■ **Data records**
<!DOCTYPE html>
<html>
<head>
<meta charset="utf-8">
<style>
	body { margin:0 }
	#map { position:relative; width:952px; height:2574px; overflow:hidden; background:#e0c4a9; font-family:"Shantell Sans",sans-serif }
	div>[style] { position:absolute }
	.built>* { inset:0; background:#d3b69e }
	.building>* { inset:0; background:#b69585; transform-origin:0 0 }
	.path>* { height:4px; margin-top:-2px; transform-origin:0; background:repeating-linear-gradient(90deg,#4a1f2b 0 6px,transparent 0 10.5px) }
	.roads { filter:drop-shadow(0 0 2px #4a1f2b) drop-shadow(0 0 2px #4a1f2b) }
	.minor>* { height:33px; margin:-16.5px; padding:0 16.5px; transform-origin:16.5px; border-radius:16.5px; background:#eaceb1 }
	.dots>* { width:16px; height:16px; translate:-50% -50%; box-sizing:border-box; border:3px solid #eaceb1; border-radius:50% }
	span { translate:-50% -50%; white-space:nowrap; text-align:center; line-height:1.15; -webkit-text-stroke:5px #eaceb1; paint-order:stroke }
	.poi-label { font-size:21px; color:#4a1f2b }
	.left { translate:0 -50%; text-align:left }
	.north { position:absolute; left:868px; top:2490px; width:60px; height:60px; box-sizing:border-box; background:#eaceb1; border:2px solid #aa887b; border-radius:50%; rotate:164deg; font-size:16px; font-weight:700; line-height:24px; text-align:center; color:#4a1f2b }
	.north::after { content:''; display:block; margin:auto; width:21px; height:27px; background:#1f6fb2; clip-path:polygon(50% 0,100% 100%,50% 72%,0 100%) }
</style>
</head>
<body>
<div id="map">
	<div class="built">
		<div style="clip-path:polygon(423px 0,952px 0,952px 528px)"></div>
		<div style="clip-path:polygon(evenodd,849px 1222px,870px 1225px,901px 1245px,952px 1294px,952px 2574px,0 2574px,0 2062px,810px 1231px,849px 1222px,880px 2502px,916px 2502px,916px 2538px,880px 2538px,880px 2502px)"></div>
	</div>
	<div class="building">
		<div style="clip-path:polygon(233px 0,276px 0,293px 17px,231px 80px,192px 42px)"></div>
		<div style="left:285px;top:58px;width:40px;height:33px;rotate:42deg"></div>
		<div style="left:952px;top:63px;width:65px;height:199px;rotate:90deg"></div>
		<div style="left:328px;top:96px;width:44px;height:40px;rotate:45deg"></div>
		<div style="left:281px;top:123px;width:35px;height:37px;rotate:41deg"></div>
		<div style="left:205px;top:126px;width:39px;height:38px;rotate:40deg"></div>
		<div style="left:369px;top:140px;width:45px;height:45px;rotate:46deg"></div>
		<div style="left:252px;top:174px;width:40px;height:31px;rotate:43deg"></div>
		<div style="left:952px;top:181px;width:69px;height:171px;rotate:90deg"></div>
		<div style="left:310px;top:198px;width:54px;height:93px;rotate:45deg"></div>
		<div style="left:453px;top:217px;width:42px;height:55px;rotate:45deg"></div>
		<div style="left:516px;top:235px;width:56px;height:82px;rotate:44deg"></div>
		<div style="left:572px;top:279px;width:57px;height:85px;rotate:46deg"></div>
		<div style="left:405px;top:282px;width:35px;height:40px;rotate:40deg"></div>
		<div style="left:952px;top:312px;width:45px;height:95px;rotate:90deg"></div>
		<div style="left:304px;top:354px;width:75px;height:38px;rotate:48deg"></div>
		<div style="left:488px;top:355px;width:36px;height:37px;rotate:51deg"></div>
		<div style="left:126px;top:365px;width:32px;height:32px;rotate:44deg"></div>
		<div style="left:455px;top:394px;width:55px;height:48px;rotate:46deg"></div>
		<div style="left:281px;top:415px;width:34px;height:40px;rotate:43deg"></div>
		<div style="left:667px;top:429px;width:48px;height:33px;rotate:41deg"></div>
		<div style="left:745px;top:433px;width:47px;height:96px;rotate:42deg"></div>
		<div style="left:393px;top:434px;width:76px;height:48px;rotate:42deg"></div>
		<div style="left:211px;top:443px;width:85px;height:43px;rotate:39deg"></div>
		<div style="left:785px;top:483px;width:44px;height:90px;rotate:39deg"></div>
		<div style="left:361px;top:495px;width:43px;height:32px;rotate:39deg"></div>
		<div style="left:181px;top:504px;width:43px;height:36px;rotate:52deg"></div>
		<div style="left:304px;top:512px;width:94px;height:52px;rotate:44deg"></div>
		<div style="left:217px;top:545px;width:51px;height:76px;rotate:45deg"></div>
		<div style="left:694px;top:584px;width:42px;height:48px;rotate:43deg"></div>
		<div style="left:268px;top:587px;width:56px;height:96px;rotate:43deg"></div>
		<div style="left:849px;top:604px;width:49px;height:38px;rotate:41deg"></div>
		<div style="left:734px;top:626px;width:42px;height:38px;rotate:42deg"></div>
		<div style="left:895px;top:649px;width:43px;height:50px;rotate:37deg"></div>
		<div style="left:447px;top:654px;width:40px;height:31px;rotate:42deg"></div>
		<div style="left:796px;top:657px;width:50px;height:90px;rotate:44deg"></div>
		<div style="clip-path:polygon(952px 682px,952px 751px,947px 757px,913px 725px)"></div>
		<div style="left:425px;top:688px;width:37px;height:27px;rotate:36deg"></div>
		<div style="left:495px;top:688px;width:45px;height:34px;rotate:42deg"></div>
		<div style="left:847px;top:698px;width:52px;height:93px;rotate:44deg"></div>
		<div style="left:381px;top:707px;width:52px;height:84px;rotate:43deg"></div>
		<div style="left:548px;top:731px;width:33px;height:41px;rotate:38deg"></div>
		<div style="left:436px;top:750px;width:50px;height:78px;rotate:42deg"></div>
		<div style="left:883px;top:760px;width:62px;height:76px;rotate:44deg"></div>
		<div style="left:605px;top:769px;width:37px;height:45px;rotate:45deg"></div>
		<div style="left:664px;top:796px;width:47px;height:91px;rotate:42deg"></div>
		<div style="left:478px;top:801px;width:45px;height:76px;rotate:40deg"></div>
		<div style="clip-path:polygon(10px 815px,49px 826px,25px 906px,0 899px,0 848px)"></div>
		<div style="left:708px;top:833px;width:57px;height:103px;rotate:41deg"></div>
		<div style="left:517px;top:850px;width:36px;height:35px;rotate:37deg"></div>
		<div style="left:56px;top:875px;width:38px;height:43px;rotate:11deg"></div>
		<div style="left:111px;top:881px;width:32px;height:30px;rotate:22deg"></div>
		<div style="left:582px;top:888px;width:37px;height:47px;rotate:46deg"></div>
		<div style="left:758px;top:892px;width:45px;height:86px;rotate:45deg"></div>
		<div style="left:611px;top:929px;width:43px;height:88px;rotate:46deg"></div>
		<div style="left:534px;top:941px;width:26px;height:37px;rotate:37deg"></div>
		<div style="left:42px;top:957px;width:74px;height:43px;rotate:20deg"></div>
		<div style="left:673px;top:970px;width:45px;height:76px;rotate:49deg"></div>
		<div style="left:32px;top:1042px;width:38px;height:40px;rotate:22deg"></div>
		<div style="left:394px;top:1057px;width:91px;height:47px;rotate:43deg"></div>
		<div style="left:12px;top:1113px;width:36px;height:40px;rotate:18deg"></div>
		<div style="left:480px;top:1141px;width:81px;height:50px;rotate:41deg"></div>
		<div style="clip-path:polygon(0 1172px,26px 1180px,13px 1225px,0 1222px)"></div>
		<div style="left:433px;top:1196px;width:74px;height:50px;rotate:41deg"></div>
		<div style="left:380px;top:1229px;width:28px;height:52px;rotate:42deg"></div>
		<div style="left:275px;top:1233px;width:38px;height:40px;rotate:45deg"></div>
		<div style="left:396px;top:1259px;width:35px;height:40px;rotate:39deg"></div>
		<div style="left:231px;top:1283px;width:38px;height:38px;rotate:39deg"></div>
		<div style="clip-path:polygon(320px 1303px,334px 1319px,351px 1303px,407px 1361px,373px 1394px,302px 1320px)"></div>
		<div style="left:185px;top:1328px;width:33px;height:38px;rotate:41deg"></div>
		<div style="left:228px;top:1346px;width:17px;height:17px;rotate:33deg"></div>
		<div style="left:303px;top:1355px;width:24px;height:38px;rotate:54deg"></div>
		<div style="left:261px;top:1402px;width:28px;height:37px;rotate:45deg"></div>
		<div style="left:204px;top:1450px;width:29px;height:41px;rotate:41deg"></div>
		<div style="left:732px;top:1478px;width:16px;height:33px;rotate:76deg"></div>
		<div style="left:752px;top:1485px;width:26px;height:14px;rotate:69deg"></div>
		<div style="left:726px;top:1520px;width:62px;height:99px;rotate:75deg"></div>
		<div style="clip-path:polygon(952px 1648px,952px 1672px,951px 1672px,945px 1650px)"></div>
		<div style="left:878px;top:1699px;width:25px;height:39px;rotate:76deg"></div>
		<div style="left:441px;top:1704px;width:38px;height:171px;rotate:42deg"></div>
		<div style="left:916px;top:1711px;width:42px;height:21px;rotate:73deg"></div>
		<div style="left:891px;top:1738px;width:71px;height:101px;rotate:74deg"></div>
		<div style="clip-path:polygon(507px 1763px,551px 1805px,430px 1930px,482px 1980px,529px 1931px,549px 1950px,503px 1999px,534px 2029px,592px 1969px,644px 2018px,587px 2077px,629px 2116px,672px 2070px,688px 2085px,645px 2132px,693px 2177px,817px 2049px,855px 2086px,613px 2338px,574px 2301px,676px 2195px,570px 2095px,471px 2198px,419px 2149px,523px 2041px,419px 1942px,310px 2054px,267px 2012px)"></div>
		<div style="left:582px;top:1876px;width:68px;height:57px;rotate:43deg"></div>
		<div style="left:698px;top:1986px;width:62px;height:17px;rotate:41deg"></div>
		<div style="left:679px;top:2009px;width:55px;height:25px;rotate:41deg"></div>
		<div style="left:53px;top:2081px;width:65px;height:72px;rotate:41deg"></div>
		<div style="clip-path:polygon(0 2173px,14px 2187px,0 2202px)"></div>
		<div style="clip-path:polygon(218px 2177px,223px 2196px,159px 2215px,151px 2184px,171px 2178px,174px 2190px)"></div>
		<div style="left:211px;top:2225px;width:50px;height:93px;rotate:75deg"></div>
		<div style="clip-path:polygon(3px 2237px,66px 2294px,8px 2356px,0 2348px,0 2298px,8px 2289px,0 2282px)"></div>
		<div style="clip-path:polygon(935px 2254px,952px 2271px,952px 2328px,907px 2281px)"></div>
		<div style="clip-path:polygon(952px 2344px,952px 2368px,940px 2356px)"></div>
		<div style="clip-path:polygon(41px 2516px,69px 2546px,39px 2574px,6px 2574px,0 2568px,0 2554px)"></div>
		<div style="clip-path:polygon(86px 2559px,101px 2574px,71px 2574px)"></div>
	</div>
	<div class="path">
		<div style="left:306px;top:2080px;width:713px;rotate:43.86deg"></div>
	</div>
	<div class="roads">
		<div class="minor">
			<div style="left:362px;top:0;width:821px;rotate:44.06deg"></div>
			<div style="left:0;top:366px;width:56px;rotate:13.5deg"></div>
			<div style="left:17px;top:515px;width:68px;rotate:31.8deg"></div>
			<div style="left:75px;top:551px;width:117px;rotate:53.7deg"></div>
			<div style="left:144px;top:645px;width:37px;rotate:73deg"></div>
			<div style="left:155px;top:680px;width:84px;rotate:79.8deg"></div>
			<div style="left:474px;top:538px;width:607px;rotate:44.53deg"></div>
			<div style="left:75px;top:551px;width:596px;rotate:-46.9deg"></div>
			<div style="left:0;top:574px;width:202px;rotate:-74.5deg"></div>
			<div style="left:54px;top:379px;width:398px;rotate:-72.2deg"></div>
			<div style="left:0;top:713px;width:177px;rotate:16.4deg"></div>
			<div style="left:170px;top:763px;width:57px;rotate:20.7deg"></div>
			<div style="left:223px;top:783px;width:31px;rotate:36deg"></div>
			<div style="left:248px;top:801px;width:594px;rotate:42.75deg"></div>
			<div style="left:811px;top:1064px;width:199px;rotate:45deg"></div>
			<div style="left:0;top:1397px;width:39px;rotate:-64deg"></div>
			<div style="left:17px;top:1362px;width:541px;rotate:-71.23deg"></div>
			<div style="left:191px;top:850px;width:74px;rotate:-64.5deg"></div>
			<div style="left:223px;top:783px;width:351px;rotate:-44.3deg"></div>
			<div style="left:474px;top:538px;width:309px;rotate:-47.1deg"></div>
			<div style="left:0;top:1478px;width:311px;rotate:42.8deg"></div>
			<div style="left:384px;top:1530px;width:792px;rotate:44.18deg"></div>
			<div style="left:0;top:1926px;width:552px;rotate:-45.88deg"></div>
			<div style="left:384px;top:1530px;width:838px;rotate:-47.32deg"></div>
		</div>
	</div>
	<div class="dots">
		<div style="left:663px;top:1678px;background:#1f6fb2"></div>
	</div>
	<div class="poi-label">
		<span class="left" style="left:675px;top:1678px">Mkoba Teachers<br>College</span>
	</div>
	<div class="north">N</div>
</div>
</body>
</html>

■ **Exercise description**
Retype only this range exactly: the first line of the data through the line where "inset:0; background:#b69585; transform-origin:0" appears.

■ **Response**
<!DOCTYPE html>
<html>
<head>
<meta charset="utf-8">
<style>
	body { margin:0 }
	#map { position:relative; width:952px; height:2574px; overflow:hidden; background:#e0c4a9; font-family:"Shantell Sans",sans-serif }
	div>[style] { position:absolute }
	.built>* { inset:0; background:#d3b69e }
	.building>* { inset:0; background:#b69585; transform-origin:0 0 }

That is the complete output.